The case proceeded to a hearing at which each party presented evidence concerning
ownership of the real property and curio cabinet, and each party presented expert
testimony regarding the value of the real property. The magistrate filed a
recommendation on August 28, 2012, finding that the value of the property was
$87,500.00, roughly in the middle of the two appraisals presented by the parties. She
further found that the real estate was marital property because appellant intended to gift
half of the property to appellee at the time her name was placed on the deed.
{¶4} Appellant filed objections. On November 7, 2012, the trial court found that
the residence was marital property because appellant intended to gift half of the
property to appellee. However, the court sustained the objection regarding the
valuation of the property and remanded the case to the magistrate to select a valuation
from the evidence presented. The magistrate filed a new recommendation finding that
the value of the property was $99,500.00, the amount testified to by appellee’s expert. Stark County, Case No. 2013CA00005 3
The magistrate found that the testimony of Edward Fernandez, appellee’s expert, was
credible because he “included a more hands-on approach, with more knowledge of the
neighborhood.” Appellant’s objection to this finding was overruled.

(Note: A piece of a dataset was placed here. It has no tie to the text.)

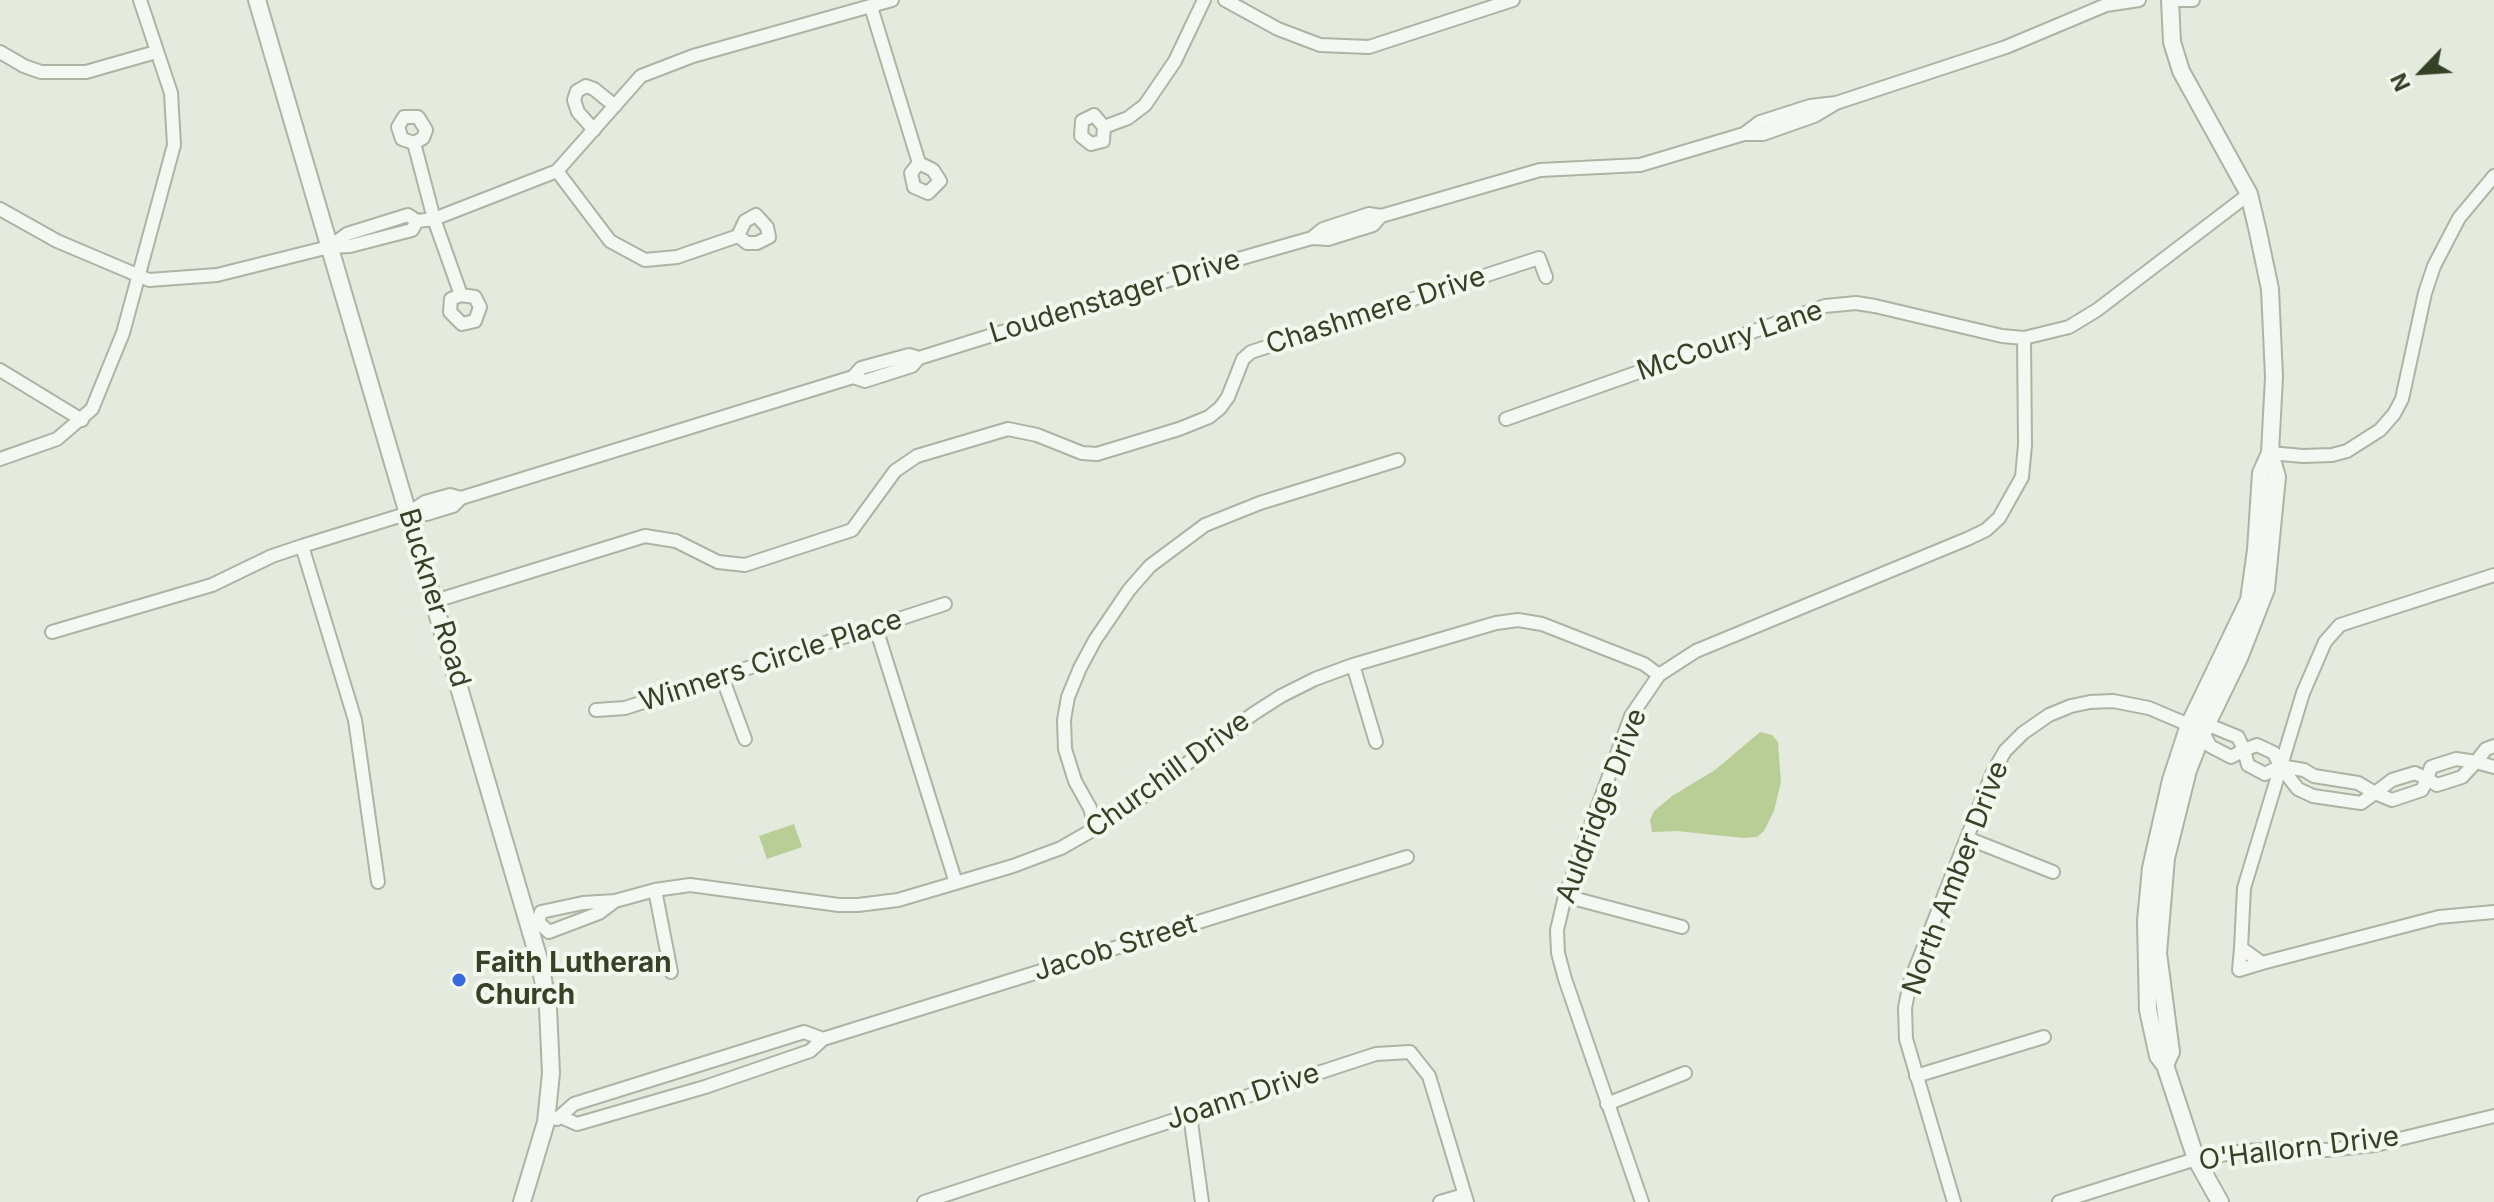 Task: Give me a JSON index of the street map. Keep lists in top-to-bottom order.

{¶5} Appellant assigns three errors on appeal:
{¶6} “I. THE TRIAL COURT ERRED IN FINDING THAT THE REAL ESTATE
WAS MARITAL PROPERTY WHEN APPELLEE FAILED TO PRESENT CLEAR AND
CONVINCING EVIDENCE OF AN INTER VIVOS GIFT.

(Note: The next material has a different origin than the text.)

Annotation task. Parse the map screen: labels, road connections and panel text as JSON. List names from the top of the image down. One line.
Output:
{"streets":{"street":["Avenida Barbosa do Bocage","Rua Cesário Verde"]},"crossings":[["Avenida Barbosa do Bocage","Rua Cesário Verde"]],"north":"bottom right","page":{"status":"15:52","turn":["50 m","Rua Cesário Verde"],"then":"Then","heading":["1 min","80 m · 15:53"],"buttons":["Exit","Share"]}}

{¶7} “II. VALUING THE REAL ESTATE AT $99,500.00 WAS AGAINST THE
MANIFEST WEIGHT OF THE EVIDENCE.
{¶8} “III. THE TRIAL COURT ABUSED ITS DISCRETION IN EQUALLY
DIVIDING THE REAL ESTATE WHEN APPELLANT HAD TRACED $68,000.00
WORTH OF SEPARATE PROPERTY IN THE HOME.”
I.
{¶9} In his first assignment of error, appellant argues that the court erred in
finding the property to be marital. He argues that appellee did not prove he gifted her
half of the property as an inter vivos gift, and he only put her name on the deed as an
estate planning tactic.
{¶10} We review a trial court's classification of property as marital or separate
under a manifest weight of the evidence standard and will affirm if the classification is
supported by some competent, credible evidence. Jackson v. Jackson, 5th Dist.
Fairfield No. 12-CA-11, 2012-Ohio-6074, ¶41.
{¶11} A spouse can convert separate property into marital property by making
an inter vivos gift to his or her spouse. Helton v. Helton, 114 Ohio App.3d 683, 685, 683 Stark County, Case No. 2013CA00005 4
N.E.2d 1157 (1996). To prove that an inter vivos gift has been made, the following
elements are required: (1) an intention on the part of the donor to transfer the title and
right of possession of the particular property to the donee then and there, and (2), in
pursuance of such intention, a delivery by the donor to the donee of the subject matter
of the gift to the extent practicable or possible, considering its nature, with
relinquishment of ownership, dominion and control over it. Id. at 685–686.
{¶12} “The donee has the burden of showing by clear and convincing evidence
that the donor made an inter vivos gift.” Id. at 686. Clear and convincing evidence is that
evidence “which will produce in the mind of the trier of facts a firm belief or conviction as
to the facts sought to be established.” Cross v. Ledford, 161 Ohio St. 469, 53 O.O. 361,
120 N.E.2d 118, paragraph three of the syllabus (1954).
{¶13} The fact that both parties' names are on the deed is not determinative of
whether the property is marital or separate, but such evidence may be considered on
the issue. R.C. 3105.171(H); Gibson v. Gibson, 5th Dist. Tuscarawas No. 2006 AP 01
0009, 2007-Ohio-2087. See also Gearhart v. Gearhart, 5th Dist. Richland No.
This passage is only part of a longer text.